_TASK OBJECTIVE_
Both the line below containing "Annotation task. What" and the line containing "Read this street", along with every line between them, should be repeated exactly; no other line belongs in the answer.

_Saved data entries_
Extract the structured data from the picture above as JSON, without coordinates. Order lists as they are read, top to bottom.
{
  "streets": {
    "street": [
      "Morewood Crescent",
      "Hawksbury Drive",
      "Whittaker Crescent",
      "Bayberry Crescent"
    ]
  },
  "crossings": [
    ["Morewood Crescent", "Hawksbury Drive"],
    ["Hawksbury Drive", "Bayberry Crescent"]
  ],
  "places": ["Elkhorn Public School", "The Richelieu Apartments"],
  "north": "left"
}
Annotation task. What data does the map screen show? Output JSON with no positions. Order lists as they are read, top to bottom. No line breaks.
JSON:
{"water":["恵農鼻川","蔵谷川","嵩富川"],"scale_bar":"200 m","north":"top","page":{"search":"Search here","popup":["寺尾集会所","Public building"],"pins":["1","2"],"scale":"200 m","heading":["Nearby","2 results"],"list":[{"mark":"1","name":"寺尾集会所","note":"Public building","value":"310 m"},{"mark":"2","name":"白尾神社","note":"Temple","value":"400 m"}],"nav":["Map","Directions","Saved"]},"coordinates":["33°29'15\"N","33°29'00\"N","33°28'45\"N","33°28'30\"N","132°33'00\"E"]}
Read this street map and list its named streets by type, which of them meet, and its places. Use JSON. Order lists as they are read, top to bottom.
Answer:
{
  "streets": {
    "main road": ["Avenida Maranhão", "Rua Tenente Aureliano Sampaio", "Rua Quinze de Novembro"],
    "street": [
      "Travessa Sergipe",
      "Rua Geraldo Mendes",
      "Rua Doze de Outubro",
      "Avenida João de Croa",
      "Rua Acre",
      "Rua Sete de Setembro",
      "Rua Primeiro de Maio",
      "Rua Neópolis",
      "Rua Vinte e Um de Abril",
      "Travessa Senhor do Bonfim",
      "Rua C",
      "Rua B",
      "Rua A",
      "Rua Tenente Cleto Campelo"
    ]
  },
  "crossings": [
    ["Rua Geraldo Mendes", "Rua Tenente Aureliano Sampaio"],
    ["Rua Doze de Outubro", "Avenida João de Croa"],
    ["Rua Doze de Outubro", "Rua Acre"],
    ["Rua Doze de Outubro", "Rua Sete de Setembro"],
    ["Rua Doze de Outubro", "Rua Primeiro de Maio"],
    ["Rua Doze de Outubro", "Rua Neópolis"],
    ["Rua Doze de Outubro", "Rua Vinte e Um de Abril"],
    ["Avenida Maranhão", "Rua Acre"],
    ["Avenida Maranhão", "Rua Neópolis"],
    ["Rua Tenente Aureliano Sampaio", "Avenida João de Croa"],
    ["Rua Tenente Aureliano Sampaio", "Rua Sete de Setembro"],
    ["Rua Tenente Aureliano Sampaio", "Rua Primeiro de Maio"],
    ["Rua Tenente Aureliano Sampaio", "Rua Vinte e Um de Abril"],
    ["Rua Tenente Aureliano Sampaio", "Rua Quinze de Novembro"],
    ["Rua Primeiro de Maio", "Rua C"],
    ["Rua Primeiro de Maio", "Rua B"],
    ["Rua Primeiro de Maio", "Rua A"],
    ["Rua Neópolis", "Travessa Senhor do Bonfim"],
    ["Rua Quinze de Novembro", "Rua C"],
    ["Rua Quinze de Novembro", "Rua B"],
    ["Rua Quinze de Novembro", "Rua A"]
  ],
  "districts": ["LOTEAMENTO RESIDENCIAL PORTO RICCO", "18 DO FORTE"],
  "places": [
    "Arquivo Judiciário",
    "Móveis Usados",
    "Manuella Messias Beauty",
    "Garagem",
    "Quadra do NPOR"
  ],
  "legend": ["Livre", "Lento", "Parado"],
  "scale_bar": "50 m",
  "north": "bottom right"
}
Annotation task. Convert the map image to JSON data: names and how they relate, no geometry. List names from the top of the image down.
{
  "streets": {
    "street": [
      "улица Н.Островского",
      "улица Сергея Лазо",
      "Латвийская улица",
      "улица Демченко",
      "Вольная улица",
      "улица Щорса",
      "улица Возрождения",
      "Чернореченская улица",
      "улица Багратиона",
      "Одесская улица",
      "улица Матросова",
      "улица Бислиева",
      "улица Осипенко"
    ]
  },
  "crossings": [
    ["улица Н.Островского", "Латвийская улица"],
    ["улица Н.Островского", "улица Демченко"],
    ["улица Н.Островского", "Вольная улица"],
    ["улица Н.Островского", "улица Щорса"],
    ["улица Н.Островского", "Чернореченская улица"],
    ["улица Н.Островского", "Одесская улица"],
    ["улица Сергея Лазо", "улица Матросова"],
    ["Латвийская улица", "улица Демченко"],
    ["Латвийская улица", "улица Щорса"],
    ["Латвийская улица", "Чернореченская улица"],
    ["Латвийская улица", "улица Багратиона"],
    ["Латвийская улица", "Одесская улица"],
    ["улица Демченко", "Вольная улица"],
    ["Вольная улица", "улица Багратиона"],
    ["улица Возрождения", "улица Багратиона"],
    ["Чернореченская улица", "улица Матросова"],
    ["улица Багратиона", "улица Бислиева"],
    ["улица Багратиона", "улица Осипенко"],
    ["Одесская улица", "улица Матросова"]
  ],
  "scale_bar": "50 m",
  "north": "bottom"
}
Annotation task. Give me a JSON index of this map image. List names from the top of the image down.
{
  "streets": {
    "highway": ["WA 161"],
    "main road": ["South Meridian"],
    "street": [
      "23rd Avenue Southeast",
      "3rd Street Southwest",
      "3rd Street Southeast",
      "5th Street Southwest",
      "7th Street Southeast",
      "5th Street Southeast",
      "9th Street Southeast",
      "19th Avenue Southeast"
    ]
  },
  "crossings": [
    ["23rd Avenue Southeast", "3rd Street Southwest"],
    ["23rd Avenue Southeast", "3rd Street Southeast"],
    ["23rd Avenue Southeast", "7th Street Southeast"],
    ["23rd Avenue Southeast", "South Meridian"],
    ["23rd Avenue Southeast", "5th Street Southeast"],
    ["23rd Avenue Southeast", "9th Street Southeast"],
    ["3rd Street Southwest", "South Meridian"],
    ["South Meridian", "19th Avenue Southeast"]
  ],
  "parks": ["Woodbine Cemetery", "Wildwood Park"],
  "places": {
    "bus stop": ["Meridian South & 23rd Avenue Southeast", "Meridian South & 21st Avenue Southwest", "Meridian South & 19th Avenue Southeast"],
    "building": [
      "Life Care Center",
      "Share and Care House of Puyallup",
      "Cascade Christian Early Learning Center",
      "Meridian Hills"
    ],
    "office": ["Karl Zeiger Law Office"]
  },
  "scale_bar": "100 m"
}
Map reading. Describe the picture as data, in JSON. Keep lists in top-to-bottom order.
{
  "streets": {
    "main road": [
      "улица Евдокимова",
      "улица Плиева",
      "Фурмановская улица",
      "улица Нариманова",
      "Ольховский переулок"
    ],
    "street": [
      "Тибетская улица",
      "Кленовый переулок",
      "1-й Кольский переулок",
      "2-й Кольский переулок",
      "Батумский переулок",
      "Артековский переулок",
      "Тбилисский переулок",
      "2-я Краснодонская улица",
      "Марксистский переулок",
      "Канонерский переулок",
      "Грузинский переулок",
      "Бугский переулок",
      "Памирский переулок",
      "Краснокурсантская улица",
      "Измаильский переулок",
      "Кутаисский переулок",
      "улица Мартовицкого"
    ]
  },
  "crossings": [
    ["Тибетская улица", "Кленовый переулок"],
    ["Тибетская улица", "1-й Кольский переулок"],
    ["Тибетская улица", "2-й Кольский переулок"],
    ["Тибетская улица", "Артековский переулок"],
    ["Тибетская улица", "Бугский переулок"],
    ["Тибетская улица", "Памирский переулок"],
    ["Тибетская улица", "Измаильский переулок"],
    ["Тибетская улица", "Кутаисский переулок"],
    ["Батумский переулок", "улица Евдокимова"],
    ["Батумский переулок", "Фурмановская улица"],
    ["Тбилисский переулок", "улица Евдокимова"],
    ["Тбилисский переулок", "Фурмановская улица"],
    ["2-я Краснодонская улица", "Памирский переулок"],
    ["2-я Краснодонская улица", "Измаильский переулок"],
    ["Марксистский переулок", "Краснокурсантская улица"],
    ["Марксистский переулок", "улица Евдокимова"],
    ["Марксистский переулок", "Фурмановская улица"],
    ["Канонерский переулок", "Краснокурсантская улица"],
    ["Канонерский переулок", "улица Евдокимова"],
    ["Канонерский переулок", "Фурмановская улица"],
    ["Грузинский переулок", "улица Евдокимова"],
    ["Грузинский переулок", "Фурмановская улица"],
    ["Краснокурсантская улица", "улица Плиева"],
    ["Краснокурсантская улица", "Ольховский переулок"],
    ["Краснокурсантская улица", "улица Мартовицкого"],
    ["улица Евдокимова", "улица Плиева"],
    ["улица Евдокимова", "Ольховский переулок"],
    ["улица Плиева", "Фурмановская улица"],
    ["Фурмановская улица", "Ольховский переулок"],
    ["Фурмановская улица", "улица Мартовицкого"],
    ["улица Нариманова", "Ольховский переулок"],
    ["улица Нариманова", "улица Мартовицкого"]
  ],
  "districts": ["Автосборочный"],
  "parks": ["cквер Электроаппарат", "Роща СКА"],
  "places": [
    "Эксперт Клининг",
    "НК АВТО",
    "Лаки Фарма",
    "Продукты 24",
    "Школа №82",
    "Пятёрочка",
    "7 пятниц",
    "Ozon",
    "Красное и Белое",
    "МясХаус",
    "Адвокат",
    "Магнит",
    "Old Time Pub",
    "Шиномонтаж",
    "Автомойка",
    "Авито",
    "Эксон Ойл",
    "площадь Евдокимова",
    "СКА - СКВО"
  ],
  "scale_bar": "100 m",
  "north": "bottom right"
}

_OUTPUT OF THE EXERCISE_
Annotation task. What data does the map screen show? Output JSON with no positions. Order lists as they are read, top to bottom. No line breaks.
JSON:
{"water":["恵農鼻川","蔵谷川","嵩富川"],"scale_bar":"200 m","north":"top","page":{"search":"Search here","popup":["寺尾集会所","Public building"],"pins":["1","2"],"scale":"200 m","heading":["Nearby","2 results"],"list":[{"mark":"1","name":"寺尾集会所","note":"Public building","value":"310 m"},{"mark":"2","name":"白尾神社","note":"Temple","value":"400 m"}],"nav":["Map","Directions","Saved"]},"coordinates":["33°29'15\"N","33°29'00\"N","33°28'45\"N","33°28'30\"N","132°33'00\"E"]}
Read this street map and list its named streets by type, which of them meet, and its places. Use JSON. Order lists as they are read, top to bottom.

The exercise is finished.